MPS Events Focus on Well-Being of Students

MPS Events Focus on Well-Being of Students
Posted on 11/28/2018
This month, the Montclair Public Schools held two events addressing the well-being of students.

On Monday, Nov. 5, the district hosted, “Not Just Another Middle School Parent Workshop,” an informative program presented by Bill Lillis from the Partnership for Drug Free New Jersey. Close to 80 parents/caregivers from Montclair’s three middle schools attended the event at Buzz Aldrin Middle School.    

The emphasis was on understanding and addressing the epidemic of electronic cigarettes (e-cigarettes) and Juul, a specific brand of e-cigarettes. Juuls come in a variety of flavors and look similar to a USB drive. While Juul came out just a few years ago, it accounts for three quarters of all e-cigarette sales.
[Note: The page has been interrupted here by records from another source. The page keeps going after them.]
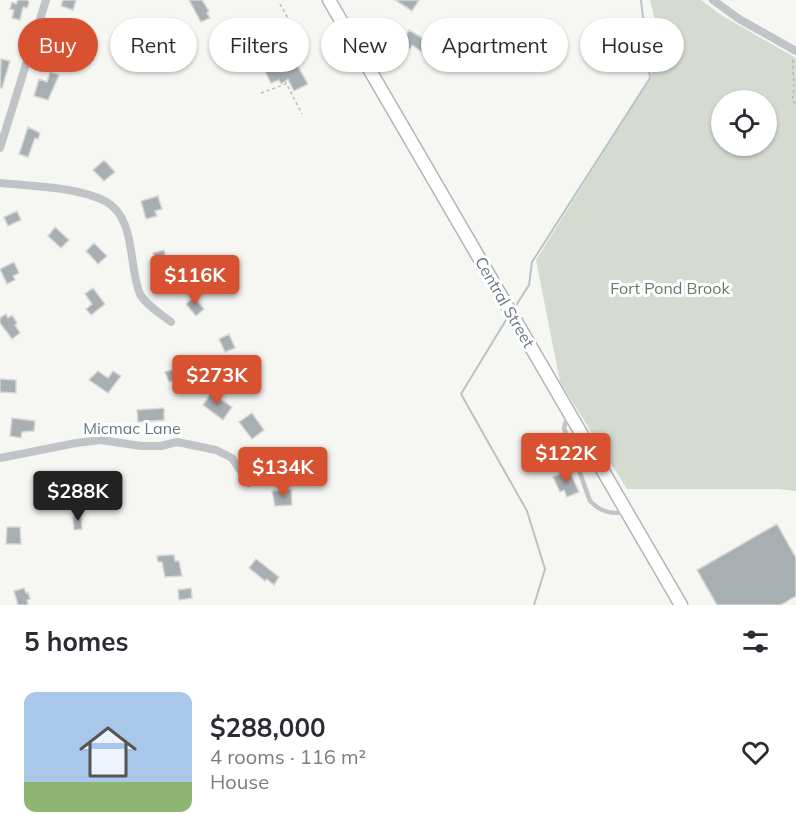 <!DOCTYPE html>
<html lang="en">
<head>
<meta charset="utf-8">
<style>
  :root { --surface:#fff; --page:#f7f7f7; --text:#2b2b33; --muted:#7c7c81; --accent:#d85231 }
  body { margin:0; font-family:Mulish,sans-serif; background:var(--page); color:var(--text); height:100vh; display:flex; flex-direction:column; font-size:22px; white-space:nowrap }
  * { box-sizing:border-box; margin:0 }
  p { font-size:20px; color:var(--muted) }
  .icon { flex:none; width:33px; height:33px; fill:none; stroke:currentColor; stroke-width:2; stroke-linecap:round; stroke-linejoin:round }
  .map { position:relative; height:605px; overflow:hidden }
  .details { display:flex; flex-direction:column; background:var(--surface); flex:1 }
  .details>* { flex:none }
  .banner { position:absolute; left:18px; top:18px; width:760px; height:54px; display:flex; gap:12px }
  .tools { position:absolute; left:711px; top:90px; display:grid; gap:12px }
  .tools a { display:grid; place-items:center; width:66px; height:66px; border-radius:50%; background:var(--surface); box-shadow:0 2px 4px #0004; font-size:30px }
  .price { position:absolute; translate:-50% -51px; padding:0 14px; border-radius:6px; background:var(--accent); color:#fff; font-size:20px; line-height:39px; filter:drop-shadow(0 2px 3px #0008) }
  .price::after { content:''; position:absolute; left:50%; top:36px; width:18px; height:14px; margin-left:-9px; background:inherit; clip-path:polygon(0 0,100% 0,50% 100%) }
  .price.current { background:#222; color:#fff }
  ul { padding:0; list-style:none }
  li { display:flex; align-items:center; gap:18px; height:150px; padding:0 24px }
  li span { display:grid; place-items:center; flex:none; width:168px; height:120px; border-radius:12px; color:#555 }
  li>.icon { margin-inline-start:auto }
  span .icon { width:72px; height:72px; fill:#fffc; stroke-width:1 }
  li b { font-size:26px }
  h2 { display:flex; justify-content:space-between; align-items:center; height:72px; padding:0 24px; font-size:26px }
  .pill { padding:0 21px; border-radius:27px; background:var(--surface); box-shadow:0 2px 4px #0004; font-size:21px; line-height:54px }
  .pill.current { background:var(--accent); color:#fff }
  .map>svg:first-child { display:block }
  .green { fill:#d6dbd2; fill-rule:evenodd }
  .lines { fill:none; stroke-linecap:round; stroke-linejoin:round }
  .stream { stroke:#b7c3c6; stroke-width:2 }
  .building { fill:#a7afb3; stroke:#d8d7d6; stroke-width:1.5 }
  .secondary-casing { stroke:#b0b6ba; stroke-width:15 }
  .path { stroke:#b8bbbd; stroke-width:1.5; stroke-dasharray:3 3; stroke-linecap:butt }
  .lane { stroke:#c0c4c7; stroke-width:4.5 }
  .street { stroke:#c0c4c7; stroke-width:8 }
  .secondary { stroke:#fff; stroke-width:12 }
  .labels { text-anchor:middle; stroke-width:6; stroke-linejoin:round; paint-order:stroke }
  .park-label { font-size:16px; fill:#6a7a65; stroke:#fff }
  .street-label { font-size:16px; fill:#677782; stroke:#fff }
</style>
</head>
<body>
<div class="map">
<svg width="796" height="605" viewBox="0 0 796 605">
  <rect width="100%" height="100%" fill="#f6f6f3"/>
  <path class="green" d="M 650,0 L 701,0 L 721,15 L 796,58 L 796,491 L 778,489 L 627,489 L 560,382 L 536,260 L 650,78 L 662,48 ZM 722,100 L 766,100 L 766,146 L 722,146 Z"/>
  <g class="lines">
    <path class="stream" d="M 517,304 L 529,285 L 532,262 L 650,78 L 641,0
      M 506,320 L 461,394 L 527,511 L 545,569 L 534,605"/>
  </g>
  <path class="building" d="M 18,0 L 28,0 L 29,3 L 27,8 L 23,7 L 20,20 L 12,18 L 14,10 L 10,9 L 12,2 L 16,4 Z
    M 63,0 L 76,0 L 73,10 L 61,6 Z
    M 189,0 L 202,0 L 209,11 L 207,13 L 210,18 L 201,22 Z
    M 395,0 L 419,0 L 412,11 Z
    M 58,25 L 68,28 L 62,46 L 64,47 L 62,53 L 58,55 L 49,51 Z
    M 285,25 L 294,42 L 291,44 L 302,62 L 297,65 L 308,84 L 294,91 L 288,79 L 281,84 L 279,80 L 271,83 L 264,69 L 274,63 L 259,36 Z
    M 409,30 L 435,46 L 428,56 L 412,45 L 410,49 L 401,43 Z
    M 1,59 L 10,61 L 2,88 L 0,88 Z
    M 50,72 L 59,75 L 48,100 L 34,96 L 39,79 L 47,82 Z
    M 28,127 L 40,133 L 38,139 L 35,138 L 28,157 L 19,154 Z
    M 104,160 L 115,172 L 104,181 L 93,170 Z
    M 158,196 L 162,209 L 155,211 L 157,216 L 146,219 L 141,201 Z
    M 17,211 L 21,220 L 8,226 L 4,217 Z
    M 55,227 L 69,240 L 61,248 L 48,236 Z
    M 94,243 L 107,256 L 98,264 L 86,251 Z
    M 164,250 L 168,268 L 158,270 L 153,253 Z
    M 14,262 L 19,273 L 13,276 L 15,280 L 7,284 L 0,269 Z
    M 93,288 L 105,304 L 91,315 L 86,309 L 92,304 L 85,294 Z
    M 194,297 L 204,309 L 196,316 L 186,304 Z
    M 6,314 L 8,318 L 12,315 L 17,323 L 15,325 L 20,333 L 12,339 L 0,323 L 0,318 Z
    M 229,334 L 235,348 L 225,352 L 219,339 Z
    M 188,365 L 192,373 L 169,382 L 165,372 Z
    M 98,371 L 108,378 L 113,371 L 121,376 L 108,393 L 89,380 Z
    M 0,379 L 16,380 L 16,393 L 0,392 Z
    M 211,393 L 232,407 L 223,420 L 203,405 Z
    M 164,408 L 164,420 L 138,422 L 137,410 Z
    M 252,413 L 264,430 L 252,439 L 239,422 Z
    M 12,418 L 35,421 L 34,431 L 22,432 L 21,438 L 10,436 Z
    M 267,448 L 282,467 L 270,476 L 256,457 Z
    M 569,470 L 579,492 L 567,497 L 564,490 L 560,492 L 553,477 Z
    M 115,480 L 121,505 L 111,508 L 110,504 L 107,506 L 100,486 Z
    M 291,489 L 292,505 L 275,506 L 272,491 Z
    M 81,515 L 82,529 L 74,530 L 73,516 Z
    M 777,524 L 796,558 L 796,596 L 781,605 L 717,605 L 697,570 Z
    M 7,527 L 20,527 L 21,544 L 6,544 Z
    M 168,555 L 174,555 L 175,561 L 179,561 L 182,576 L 165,577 L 162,562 L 158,562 L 157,556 Z
    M 256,559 L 279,577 L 274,585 L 267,579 L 265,581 L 249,568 Z
    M 24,588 L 26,593 L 28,592 L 30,599 L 27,600 L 28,605 L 18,605 L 14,591 Z
    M 191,588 L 192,598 L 179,600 L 178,590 Z"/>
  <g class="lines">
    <g class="secondary-casing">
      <path id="secondary" d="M 329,0 L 681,605"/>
    </g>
    <path class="path" d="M 280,4 L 302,43 L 294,47
      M 793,60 C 792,73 796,87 792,99 L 796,106
      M 249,71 L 275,57
      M 285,81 L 302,114
      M 261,93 L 286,84"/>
    <path class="lane" d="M 571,417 L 566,421 L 564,428 L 590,501 C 600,511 610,515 624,512"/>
    <path class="street" d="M 713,0 L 739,19 L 796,51
      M 0,148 L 46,0
      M 0,183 C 31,186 77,187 105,201 C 137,218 128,267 140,294 C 146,305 161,314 171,322
      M 0,458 L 76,443 L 101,440 L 141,446 L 161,446 L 177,442 L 216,450 L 232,458 L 249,483"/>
    <use href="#secondary" class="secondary"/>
  </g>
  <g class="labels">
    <g class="park-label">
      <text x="670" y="294">Fort Pond Brook</text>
    </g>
    <g class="street-label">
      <text transform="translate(505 302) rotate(60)" y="6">Central Street</text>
      <text x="132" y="434">Micmac Lane</text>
    </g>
  </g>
</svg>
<div class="tools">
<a><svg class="icon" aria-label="locate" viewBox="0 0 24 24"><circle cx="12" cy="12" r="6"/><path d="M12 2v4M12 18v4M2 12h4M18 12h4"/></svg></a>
</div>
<b class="price" style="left:195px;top:306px">$116K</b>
<b class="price" style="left:217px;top:406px">$273K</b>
<b class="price" style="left:566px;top:484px">$122K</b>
<b class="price" style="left:283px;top:498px">$134K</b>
<b class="price current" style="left:78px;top:522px">$288K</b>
<div class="banner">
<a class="pill current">Buy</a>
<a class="pill">Rent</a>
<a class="pill">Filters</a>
<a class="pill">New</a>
<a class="pill">Apartment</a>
<a class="pill">House</a>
</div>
</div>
<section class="details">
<h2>5 homes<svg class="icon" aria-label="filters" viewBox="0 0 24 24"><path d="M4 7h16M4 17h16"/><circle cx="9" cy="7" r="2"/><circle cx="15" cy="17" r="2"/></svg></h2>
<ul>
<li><span style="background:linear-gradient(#a9c7e8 75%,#8fb573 0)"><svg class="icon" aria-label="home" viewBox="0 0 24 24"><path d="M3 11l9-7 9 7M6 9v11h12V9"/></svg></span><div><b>$288,000</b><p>4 rooms · 116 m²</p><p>House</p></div><svg class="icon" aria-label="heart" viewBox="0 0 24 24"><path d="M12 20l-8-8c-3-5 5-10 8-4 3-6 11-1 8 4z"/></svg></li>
</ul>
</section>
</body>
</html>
Lillis expressed concern that its popularity is skyrocketing among the youth, especially middle schoolers. “Most of the kids, when you ask them what’s in them don’t know that they contain nicotine,” he said. “They’ll tell you they use it because they ‘like the flavors,’ that include fruit medley, mango, cool mint and even crème brulee without any regard to the health risks involved.” One pod contains about 200 puffs, or one pack of cigarettes. “The current evidence shows that kids who use these kinds of devices are four times more likely to begin using combustible tobacco, or to start smoking.” While it’s illegal to purchase any cigarettes or electronic devices including the Juul in the State of New Jersey unless your 21 years of age, kids are getting their hands on them.
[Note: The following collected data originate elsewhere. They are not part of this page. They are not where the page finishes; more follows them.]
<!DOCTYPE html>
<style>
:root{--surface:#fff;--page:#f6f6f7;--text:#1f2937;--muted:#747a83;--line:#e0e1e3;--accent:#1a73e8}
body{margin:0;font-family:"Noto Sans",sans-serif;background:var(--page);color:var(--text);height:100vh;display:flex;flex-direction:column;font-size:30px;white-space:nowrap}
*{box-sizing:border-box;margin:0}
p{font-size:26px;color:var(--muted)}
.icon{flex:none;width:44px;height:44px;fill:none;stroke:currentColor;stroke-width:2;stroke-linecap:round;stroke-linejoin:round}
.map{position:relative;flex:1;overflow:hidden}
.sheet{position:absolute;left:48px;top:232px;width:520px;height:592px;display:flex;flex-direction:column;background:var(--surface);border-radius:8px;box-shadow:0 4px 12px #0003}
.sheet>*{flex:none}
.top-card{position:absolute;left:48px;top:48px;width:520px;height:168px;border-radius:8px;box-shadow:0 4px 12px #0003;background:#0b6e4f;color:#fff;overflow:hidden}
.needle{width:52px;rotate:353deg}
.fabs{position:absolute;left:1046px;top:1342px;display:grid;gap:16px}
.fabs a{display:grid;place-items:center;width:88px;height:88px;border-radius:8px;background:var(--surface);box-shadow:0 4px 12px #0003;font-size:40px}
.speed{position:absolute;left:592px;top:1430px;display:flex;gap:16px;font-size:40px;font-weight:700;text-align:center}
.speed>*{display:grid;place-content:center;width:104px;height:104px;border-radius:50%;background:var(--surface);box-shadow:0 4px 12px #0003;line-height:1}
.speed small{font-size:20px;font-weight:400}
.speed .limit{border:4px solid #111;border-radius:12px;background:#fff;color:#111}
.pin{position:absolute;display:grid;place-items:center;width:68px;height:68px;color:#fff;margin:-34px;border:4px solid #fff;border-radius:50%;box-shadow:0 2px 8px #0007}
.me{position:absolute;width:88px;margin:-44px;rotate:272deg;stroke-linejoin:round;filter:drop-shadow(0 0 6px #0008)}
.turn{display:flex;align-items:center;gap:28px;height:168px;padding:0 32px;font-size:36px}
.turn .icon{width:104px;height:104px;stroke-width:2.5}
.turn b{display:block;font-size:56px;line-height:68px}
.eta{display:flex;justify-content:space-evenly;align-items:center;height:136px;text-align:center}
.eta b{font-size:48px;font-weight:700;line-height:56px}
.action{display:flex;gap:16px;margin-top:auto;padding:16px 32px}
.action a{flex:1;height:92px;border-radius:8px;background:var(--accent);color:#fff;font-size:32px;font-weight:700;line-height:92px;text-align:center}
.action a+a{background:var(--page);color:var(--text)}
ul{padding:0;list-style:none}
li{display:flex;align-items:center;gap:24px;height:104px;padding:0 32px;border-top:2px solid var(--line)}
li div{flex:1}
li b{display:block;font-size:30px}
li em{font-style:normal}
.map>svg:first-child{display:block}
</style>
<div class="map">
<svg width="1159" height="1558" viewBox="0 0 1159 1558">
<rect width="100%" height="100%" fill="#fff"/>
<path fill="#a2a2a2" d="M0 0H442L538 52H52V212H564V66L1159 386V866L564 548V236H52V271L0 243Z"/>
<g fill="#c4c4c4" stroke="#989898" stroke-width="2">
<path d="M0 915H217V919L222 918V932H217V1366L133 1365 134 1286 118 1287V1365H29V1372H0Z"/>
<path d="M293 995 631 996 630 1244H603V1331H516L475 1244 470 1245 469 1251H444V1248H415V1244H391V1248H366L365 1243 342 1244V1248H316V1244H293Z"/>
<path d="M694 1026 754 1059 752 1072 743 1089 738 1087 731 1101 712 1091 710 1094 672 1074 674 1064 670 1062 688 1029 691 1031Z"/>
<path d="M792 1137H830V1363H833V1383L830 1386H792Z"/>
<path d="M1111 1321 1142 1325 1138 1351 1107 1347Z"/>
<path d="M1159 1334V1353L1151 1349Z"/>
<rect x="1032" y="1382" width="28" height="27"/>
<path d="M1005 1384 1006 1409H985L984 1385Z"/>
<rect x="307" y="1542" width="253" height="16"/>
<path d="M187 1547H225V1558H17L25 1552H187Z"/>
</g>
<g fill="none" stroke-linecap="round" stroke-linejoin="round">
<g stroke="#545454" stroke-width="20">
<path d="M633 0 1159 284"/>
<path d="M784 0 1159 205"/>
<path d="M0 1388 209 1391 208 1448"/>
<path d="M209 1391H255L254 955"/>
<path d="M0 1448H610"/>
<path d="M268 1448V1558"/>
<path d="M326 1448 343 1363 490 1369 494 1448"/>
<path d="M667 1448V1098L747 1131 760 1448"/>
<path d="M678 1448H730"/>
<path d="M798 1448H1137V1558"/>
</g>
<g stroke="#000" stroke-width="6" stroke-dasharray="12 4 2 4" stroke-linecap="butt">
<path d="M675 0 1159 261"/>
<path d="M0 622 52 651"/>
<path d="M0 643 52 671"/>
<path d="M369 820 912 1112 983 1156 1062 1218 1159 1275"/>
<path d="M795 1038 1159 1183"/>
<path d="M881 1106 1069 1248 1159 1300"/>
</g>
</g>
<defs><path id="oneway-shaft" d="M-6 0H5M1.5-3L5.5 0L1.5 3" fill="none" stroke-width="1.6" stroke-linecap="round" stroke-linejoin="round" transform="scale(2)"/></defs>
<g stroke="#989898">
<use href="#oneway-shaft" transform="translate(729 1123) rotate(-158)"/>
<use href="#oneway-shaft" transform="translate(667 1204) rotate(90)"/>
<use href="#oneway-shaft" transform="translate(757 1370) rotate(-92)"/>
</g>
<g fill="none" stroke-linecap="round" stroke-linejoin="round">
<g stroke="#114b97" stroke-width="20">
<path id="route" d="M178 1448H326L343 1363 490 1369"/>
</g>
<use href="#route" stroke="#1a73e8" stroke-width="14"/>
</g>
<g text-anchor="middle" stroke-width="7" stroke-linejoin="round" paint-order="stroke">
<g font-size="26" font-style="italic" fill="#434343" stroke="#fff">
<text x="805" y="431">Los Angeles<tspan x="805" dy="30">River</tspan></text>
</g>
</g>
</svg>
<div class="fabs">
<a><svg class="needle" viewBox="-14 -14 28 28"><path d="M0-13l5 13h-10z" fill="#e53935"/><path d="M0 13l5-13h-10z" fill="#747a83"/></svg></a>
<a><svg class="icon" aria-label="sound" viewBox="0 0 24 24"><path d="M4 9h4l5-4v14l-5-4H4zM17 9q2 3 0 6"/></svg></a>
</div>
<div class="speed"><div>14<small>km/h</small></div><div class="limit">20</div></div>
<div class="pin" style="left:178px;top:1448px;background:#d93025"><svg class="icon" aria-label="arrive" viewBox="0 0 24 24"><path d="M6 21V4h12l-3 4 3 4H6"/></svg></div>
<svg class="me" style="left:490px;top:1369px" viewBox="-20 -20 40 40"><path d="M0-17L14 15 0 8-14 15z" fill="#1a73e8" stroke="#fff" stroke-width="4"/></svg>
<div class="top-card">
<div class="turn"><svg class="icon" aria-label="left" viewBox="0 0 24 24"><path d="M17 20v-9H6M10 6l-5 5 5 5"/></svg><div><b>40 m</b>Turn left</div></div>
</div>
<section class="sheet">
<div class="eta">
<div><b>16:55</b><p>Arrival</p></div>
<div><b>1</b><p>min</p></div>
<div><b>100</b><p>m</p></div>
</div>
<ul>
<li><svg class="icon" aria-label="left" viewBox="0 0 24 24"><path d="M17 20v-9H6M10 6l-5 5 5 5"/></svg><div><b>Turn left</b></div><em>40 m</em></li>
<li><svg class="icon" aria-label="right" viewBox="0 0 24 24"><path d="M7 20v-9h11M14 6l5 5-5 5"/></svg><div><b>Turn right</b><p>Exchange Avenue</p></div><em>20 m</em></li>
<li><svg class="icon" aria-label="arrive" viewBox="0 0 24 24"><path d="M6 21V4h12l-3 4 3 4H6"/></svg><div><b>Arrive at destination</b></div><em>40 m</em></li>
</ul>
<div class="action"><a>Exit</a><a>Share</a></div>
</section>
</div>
Lillis stressed the importance of parents educating themselves about the threat of e-cigarettes and engaging their teenagers in conversations about the dangers, helping them develop skills to resist experimenting and usage. 

Workshop presenters pose for pic
Pictured from left: District Mental Health and Anti-Bullying Coordinator Andrew Evangelista, Buzz Aldrin Middle School Principal Jill Sack, former Governor Richard Codey, Senior Director Clinical Services, Mental Health Association of Essex County Marvin Gorsky and Mental Health Association of Essex County Family Support Counselor Emily Zelner.

The Codey Fund for Mental Health teamed up with the Mental Health Association of Essex and Morris Inc. to provide an in-service training session regarding suicide prevention for school administrators and faculty at Buzz Aldrin Middle School, on November 6.  

District Mental Health Coordinator and Anti-Bullying Specialist Andrew Evangelista spoke with Governor Codey in May to partner with the organization on providing training to the Montclair Public Schools staff. “The workshop was designed to equip all school employees to help identify at-risk students and prevent teen suicides by teaching staff how to recognize signs and/or symptoms of students with mental health issues,” said Evangelista.

“Additionally, the presentation educated staff about the rising suicide rates among youth in the U.S. Approximately 1-5 students ages 13-18 are affected by mental health issues, an estimate of about 10 million public school students across the country. In addition, the latest statistics reveal that half of the mental health disorders diagnosed begin before age 14 and 75% before age 24. The workshop reinforced the need for staff to be aware of the signs of emotional pain and to assist students and families in connecting with community resources.”

The Codey Fund for Mental Health was established in 2012 by Governor Richard and Mary Jo Codey on the beliefs that access to comprehensive care and quality treatment for individuals with mental illness is a right, and that the stigma associated with mental illness is the single barrier between the people suffering with mental health disorders and the treatment that can change their lives. The Codey Fund supports organizations and programs that raise public awareness of mental health issues, work to overcome stigma, stereotyping and discrimination, and combat teenage suicide and depression throughout New Jersey.

“For students, the issue is not having the adequate skills to recognize that problems are temporary and that taking their lives does not solve them,” added Evangelista. “This presentation was able to provide faculty and administrators tips on being a trusted adult for students to come to, and the approach to take with a student at risk. Our goals are to learn together how to identify students at risk, help them before problems escalate, teach them students problem-solving skills and foster a positive school climate.”